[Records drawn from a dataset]
.....
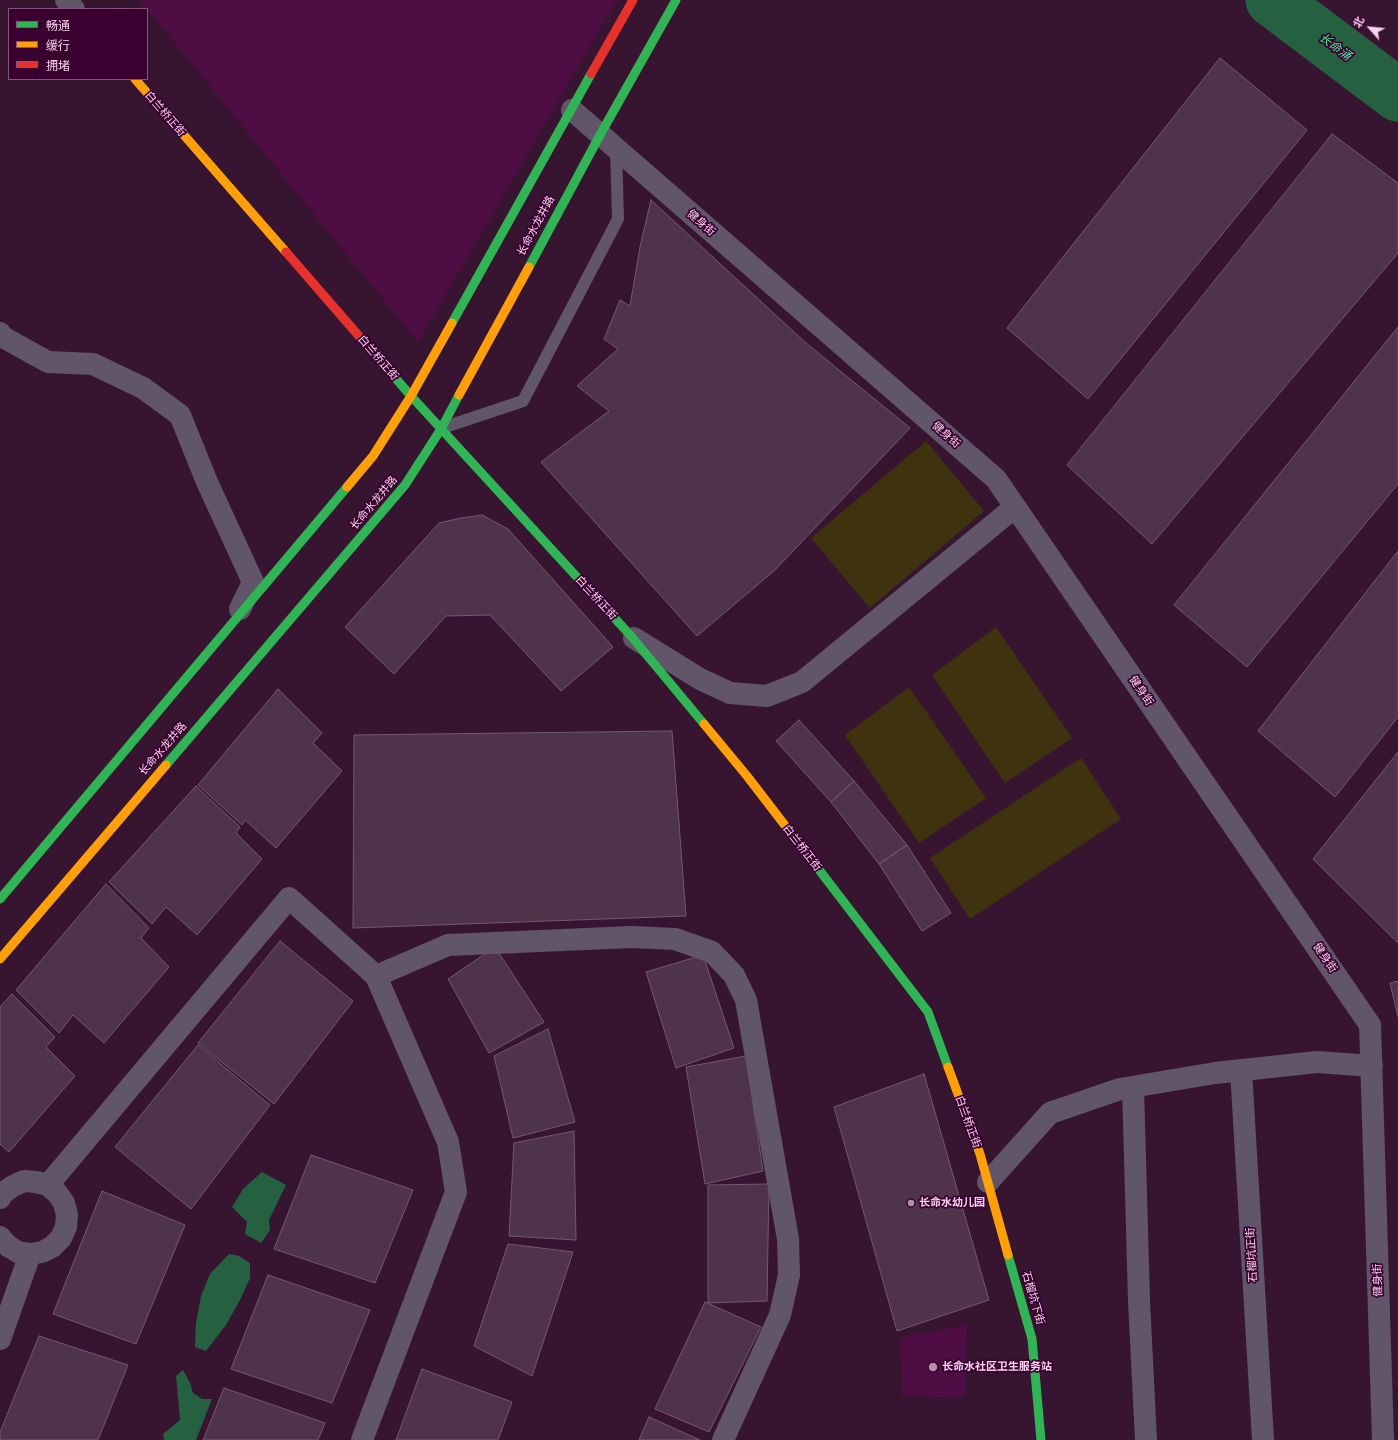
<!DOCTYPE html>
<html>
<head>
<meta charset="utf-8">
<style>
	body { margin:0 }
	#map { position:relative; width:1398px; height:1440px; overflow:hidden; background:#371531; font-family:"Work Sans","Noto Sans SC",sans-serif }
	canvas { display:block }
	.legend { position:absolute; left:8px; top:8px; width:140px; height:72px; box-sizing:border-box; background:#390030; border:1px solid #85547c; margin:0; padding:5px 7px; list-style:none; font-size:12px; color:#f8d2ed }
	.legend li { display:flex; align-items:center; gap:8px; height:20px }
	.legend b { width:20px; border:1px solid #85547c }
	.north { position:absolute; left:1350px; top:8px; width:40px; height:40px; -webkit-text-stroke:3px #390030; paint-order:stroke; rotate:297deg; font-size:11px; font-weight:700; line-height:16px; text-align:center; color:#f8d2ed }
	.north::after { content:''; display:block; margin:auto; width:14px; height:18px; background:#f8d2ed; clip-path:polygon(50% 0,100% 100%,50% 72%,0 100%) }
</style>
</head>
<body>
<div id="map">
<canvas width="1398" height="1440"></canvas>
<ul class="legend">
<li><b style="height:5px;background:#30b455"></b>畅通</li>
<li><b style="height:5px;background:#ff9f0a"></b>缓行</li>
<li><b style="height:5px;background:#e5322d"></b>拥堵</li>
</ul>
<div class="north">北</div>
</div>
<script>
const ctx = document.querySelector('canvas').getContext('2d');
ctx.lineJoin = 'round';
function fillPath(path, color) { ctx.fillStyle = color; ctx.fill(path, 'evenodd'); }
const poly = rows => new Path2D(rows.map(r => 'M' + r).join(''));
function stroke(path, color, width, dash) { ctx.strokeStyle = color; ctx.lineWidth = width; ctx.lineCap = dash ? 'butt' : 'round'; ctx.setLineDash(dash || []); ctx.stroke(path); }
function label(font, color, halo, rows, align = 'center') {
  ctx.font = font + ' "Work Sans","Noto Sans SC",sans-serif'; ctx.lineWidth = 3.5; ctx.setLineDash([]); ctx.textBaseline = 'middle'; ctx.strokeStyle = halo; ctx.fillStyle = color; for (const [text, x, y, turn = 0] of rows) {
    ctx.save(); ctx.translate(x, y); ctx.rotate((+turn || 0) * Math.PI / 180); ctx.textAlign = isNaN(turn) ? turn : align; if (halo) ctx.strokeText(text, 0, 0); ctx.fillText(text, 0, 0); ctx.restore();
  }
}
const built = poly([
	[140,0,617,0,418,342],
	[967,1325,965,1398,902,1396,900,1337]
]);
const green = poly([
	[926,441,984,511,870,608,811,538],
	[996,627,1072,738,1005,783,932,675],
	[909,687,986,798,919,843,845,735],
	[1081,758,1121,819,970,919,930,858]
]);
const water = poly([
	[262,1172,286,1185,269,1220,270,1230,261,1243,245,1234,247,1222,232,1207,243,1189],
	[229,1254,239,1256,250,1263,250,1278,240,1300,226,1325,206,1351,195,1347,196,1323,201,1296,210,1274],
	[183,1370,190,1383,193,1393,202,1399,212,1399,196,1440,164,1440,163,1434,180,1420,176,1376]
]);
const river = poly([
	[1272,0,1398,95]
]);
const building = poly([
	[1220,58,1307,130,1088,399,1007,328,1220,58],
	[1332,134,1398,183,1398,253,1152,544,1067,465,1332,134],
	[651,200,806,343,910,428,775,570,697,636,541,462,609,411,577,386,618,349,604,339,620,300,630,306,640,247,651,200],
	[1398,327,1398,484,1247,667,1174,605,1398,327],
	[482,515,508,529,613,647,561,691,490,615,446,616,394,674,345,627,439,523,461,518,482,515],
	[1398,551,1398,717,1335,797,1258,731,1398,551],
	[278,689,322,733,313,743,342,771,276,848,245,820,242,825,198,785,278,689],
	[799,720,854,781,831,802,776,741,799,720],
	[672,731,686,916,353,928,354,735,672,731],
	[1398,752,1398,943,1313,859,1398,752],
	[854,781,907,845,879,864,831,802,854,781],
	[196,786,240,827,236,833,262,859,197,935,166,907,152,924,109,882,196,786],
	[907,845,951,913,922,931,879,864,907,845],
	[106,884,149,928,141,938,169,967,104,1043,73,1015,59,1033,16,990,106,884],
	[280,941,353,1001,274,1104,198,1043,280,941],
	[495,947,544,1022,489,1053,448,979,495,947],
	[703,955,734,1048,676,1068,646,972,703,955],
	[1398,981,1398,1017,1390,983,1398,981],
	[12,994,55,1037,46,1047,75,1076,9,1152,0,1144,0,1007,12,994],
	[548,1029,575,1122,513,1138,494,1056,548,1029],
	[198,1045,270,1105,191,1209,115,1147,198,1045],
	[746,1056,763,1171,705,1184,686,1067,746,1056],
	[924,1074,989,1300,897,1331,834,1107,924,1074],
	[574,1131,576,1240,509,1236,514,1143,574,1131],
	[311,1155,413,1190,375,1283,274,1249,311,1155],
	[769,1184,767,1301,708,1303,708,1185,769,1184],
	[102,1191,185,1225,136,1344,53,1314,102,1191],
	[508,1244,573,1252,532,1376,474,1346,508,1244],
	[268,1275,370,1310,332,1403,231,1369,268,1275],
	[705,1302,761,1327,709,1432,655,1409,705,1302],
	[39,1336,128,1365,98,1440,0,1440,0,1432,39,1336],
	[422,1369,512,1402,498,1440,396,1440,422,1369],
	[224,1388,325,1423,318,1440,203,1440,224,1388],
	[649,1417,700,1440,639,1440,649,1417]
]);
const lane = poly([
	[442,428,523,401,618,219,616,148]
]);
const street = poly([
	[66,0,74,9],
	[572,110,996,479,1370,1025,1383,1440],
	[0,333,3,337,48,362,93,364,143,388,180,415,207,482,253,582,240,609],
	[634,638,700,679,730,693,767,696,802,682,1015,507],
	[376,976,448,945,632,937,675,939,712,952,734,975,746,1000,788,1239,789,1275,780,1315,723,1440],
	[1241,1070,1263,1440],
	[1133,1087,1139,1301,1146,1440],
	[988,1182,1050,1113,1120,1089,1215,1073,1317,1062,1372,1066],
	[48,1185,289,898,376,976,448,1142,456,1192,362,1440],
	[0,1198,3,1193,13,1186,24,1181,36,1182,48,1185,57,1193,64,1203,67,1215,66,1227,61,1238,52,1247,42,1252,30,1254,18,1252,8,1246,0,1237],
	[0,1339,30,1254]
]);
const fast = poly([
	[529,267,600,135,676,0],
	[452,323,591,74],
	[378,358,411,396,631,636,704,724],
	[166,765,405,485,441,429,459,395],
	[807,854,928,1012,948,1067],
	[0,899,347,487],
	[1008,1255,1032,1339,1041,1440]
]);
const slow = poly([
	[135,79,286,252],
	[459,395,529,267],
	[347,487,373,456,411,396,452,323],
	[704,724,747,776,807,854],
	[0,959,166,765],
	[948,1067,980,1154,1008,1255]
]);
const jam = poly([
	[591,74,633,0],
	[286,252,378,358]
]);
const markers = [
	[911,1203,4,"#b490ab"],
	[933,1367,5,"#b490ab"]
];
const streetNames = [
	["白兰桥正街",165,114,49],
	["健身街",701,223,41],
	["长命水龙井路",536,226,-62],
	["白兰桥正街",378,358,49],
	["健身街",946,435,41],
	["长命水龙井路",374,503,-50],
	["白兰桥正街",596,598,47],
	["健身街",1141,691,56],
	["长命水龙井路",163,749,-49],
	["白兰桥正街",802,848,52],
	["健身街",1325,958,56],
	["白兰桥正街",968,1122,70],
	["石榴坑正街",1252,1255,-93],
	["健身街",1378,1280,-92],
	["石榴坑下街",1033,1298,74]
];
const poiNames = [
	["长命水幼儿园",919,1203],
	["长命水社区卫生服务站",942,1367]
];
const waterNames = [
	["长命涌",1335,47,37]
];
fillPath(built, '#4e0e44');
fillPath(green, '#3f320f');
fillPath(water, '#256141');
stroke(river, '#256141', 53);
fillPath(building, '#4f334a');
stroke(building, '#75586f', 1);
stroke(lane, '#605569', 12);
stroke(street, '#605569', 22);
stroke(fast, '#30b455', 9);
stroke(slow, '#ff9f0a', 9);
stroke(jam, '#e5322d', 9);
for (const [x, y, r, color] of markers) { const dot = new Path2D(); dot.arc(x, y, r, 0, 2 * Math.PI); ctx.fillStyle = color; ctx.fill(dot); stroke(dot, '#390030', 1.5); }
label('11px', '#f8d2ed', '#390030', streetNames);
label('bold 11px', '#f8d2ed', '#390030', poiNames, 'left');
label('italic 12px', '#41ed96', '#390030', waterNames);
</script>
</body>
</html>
.....
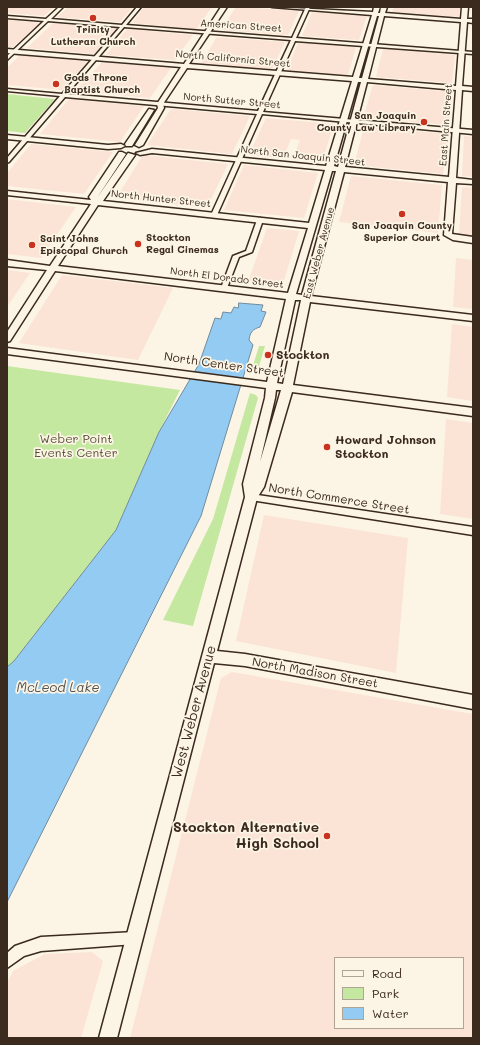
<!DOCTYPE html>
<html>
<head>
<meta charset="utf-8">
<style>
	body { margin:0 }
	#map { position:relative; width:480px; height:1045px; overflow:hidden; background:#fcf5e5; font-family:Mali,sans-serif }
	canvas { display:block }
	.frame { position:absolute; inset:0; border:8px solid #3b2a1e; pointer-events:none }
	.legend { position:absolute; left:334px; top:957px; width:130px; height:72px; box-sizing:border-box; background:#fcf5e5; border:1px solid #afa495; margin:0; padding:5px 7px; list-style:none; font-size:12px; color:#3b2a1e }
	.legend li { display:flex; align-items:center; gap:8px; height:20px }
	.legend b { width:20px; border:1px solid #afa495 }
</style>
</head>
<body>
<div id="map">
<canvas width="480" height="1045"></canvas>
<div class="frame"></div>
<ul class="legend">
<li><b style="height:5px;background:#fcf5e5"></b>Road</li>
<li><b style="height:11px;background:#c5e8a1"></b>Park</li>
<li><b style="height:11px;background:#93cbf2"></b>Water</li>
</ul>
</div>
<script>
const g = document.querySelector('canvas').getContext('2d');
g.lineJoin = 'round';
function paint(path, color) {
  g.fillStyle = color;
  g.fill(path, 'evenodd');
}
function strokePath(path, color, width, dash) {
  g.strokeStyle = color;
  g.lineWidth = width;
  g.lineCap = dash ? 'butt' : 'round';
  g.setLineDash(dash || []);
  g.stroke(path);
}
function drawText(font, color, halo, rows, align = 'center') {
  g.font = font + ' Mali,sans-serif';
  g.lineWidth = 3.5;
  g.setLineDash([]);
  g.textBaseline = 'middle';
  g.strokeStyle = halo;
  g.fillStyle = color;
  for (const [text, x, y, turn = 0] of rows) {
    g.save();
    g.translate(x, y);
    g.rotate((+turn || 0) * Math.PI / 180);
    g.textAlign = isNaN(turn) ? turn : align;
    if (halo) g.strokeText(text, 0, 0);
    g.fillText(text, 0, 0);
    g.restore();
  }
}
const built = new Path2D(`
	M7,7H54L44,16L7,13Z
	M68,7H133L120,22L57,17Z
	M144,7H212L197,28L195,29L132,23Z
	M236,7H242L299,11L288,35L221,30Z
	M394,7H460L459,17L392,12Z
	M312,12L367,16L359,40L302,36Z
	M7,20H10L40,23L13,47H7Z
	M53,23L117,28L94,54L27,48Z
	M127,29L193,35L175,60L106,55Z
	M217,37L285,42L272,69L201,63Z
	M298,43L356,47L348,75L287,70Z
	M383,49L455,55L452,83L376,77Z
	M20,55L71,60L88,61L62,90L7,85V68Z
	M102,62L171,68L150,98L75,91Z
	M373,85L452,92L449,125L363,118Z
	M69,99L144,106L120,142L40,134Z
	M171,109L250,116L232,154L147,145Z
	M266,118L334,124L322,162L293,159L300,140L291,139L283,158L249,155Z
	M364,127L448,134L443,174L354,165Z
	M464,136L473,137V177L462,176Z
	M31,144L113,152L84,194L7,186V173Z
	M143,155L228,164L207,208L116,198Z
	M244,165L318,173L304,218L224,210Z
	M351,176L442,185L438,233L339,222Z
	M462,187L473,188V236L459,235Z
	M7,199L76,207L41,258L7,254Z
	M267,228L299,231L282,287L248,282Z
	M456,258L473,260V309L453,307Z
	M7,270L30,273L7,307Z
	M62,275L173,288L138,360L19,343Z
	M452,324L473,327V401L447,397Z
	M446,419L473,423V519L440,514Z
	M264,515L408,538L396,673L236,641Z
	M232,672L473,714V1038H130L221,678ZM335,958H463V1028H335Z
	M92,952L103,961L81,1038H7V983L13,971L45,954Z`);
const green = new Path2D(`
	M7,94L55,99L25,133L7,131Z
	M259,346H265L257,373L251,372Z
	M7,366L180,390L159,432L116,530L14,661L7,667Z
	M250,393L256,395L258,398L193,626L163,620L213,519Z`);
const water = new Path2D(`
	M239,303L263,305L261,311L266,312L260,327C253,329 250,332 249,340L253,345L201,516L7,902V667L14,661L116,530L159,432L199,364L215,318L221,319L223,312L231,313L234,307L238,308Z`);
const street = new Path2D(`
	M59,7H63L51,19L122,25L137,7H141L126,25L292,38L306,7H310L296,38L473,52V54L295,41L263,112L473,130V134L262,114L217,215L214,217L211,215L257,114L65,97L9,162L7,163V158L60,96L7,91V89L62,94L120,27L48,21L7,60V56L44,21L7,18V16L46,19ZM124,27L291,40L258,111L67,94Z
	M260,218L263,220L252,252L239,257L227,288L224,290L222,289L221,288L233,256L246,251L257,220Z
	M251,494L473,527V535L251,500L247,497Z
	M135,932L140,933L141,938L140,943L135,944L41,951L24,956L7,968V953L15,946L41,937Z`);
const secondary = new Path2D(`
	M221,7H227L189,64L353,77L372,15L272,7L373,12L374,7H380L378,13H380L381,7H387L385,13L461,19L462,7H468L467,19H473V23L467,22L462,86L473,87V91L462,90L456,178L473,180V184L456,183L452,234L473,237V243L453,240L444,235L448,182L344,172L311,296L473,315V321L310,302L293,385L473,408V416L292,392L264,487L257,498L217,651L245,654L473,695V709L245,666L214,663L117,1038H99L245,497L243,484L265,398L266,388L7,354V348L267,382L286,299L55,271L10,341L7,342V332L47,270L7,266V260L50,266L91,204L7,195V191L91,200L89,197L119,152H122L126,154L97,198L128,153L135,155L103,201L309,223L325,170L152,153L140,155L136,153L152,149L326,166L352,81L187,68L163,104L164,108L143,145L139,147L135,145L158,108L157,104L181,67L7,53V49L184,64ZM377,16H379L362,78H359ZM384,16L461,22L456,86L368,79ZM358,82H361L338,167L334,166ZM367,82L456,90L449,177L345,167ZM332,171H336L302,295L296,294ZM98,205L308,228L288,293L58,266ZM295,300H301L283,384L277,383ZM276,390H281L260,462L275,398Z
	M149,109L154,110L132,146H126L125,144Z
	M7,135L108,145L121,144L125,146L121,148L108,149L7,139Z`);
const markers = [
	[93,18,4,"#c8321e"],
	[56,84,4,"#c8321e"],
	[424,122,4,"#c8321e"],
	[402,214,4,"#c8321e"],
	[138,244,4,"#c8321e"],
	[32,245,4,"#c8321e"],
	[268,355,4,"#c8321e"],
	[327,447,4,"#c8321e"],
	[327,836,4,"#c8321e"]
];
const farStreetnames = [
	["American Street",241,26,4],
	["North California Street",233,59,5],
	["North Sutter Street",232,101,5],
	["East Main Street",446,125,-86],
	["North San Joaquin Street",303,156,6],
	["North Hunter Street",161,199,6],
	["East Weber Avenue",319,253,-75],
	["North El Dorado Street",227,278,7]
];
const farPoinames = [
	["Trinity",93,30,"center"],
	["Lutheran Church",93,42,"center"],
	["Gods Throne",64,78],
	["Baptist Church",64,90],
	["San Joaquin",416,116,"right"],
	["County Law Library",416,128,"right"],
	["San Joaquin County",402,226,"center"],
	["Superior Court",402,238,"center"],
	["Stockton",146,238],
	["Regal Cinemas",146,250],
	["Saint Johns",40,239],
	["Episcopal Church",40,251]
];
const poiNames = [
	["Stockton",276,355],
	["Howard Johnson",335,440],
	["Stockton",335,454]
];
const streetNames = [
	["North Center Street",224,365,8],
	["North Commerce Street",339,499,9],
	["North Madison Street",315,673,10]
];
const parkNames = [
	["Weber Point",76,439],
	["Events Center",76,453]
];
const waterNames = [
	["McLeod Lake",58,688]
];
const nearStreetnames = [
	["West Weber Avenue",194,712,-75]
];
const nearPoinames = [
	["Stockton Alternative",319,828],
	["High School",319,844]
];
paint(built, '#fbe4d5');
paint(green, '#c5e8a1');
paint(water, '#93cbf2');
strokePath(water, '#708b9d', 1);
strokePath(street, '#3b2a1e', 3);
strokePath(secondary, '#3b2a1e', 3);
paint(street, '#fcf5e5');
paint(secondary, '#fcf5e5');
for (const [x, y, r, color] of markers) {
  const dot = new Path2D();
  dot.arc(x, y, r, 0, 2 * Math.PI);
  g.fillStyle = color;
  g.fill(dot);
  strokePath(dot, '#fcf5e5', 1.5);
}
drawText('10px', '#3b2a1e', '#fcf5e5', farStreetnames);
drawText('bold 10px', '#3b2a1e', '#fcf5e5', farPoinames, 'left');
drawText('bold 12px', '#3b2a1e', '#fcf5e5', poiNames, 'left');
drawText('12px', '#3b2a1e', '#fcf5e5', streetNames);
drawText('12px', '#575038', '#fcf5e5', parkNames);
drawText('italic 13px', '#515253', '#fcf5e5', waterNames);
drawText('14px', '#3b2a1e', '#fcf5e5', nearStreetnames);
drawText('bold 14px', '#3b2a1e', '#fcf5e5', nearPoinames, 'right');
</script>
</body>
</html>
.....
Exercise goal -> What you give back must be the stretch above, starting at the line with "ctx.lineJoin = 'round';" and ending at the line with "ctx.font = font", copied exactly.

Answer for this exercise ->
ctx.lineJoin = 'round';
function fillPath(path, color) { ctx.fillStyle = color; ctx.fill(path, 'evenodd'); }
const poly = rows => new Path2D(rows.map(r => 'M' + r).join(''));
function stroke(path, color, width, dash) { ctx.strokeStyle = color; ctx.lineWidth = width; ctx.lineCap = dash ? 'butt' : 'round'; ctx.setLineDash(dash || []); ctx.stroke(path); }
function label(font, color, halo, rows, align = 'center') {
  ctx.font = font + ' "Work Sans","Noto Sans SC",sans-serif'; ctx.lineWidth = 3.5; ctx.setLineDash([]); ctx.textBaseline = 'middle'; ctx.strokeStyle = halo; ctx.fillStyle = color; for (const [text, x, y, turn = 0] of rows) {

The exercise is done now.